Abstrakt
Inflammatory pulmonary fibrosis is associated with pulmonary autotaxin expression
Vassilis Aidinis
Idiopathic Pulmonary Fibrosis (IPF) is a chronic, progressive, fibrotic form of diffuse lung disease occurring mainly in older adults and characterized by a progressive worsening of lung function and a poor prognosis. To date, no management approach has proven efficacious. The disease is largely unresponsive to corticosteroid and immunosuppressive therapy. To study the pathogenetic mechanisms that govern disease activation and perpetuation, a number of animal models have been developed. Among them, the bleomycin (BLM) model is the most widely used and best characterized.

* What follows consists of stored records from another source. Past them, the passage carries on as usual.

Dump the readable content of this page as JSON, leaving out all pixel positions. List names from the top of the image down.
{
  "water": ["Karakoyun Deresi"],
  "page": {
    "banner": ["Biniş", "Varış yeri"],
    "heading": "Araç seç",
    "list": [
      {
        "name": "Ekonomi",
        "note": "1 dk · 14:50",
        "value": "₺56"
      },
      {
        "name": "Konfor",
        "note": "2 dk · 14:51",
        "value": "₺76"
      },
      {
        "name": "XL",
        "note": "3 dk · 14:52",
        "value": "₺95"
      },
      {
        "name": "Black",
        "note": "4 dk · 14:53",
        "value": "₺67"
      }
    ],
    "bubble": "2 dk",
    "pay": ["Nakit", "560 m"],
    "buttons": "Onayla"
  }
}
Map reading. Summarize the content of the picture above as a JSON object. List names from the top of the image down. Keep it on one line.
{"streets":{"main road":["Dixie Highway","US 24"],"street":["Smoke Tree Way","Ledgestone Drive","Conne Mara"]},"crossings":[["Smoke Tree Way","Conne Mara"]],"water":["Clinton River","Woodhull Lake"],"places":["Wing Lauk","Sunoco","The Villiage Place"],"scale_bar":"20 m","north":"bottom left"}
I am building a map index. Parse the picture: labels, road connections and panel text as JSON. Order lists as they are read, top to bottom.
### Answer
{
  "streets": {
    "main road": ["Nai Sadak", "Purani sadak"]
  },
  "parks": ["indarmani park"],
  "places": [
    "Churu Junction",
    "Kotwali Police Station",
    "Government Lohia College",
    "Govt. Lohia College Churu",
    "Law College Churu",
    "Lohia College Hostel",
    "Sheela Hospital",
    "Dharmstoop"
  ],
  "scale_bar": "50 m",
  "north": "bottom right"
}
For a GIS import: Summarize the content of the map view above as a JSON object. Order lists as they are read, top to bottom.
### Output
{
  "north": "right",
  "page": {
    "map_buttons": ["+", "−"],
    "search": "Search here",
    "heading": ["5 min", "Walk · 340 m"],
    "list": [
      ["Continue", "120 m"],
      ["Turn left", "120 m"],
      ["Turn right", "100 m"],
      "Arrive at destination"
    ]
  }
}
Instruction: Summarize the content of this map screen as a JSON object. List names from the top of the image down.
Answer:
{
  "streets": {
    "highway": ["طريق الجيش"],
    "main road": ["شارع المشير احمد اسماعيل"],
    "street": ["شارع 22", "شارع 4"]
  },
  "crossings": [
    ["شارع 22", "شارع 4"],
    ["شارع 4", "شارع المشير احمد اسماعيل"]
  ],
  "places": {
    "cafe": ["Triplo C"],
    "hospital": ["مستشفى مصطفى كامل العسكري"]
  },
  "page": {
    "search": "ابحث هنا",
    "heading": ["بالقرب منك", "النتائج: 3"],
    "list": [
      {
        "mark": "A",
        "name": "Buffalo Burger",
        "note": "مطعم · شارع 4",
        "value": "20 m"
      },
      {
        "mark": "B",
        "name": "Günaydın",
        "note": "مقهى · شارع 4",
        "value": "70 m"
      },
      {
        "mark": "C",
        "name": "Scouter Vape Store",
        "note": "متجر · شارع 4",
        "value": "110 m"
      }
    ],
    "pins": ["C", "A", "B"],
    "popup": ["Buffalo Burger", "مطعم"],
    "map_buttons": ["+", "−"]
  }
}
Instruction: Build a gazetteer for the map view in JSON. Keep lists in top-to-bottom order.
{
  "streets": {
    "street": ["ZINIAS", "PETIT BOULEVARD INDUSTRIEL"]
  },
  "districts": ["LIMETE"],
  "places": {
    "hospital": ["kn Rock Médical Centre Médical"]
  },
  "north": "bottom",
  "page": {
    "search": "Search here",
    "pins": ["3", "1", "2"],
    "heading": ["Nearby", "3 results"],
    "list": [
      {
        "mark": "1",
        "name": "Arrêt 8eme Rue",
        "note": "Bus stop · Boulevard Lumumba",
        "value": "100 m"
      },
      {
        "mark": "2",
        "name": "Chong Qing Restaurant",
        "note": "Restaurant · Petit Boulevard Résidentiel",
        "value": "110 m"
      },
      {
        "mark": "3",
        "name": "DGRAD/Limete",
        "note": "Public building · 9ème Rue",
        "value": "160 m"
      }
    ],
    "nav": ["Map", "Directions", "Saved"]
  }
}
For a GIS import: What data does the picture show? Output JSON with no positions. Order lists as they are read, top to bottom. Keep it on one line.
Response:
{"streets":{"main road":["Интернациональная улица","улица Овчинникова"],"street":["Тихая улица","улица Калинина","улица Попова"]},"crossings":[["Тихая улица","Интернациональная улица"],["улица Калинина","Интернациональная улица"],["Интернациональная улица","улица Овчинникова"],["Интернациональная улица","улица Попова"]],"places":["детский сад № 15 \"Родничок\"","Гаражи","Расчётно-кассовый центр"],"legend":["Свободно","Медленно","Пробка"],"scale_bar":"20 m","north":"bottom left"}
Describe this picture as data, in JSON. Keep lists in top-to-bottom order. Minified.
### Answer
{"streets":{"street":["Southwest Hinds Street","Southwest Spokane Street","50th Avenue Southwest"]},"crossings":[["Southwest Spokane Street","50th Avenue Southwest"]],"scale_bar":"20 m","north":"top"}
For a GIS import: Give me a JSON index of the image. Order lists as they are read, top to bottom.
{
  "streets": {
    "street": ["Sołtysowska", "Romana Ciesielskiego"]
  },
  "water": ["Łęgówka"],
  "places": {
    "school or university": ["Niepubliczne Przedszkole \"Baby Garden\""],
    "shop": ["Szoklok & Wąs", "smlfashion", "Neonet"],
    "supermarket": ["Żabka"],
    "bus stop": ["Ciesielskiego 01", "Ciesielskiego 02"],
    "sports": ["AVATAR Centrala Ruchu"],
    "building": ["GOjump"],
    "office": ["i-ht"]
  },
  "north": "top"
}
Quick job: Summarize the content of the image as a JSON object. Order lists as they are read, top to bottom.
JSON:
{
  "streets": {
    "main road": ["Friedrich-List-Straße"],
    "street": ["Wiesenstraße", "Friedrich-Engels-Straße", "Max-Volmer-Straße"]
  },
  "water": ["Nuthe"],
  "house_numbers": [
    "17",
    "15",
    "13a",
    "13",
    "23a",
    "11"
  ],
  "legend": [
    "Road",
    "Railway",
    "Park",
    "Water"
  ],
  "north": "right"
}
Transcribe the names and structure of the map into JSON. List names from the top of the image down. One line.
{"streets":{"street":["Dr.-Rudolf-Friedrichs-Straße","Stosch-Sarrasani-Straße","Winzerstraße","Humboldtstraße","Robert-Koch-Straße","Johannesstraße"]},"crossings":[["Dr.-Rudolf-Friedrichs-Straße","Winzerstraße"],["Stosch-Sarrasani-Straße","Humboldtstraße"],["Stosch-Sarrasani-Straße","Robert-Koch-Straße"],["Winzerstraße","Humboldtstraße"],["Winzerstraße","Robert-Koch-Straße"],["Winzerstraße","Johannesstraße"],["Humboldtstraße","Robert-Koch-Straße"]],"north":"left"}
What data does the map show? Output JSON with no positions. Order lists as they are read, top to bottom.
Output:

Current research suggests that the mechanisms driving IPF reflect abnormal wound healing in response to pulmonary epithelial damage, involving increased activity and possibly exaggerated responses by a spectrum of proinflammatory and profibrogenic factors. Lysophos Phatidic Acid (LPA) is a phospholipid mediator that evokes growth-factor?like responses in almost all cell types, including pulmonary fibroblasts, smooth muscle cells, and epithelial cells. Its diverse functions are attributed to at least six LPA receptors (LPARs) with overlapping specificities and widespread tissue distribution, including the lung. LPARs couple to more than three distinct G proteins, which in turn feed into multiple effector systems. LPA concentrations were found to be increased in the bronchoalveolar lavage fluids (BALFs) of IPF patients and a BLM murine model, and were shown to mediate fibroblast recruitment and vascular leakage. Moreover, the genetic or pharmacological inhibition of LPAR1 attenuated the development of BLM-induced pulmonary fibrosis, suggesting a primary role for LPA in disease pathogenesis.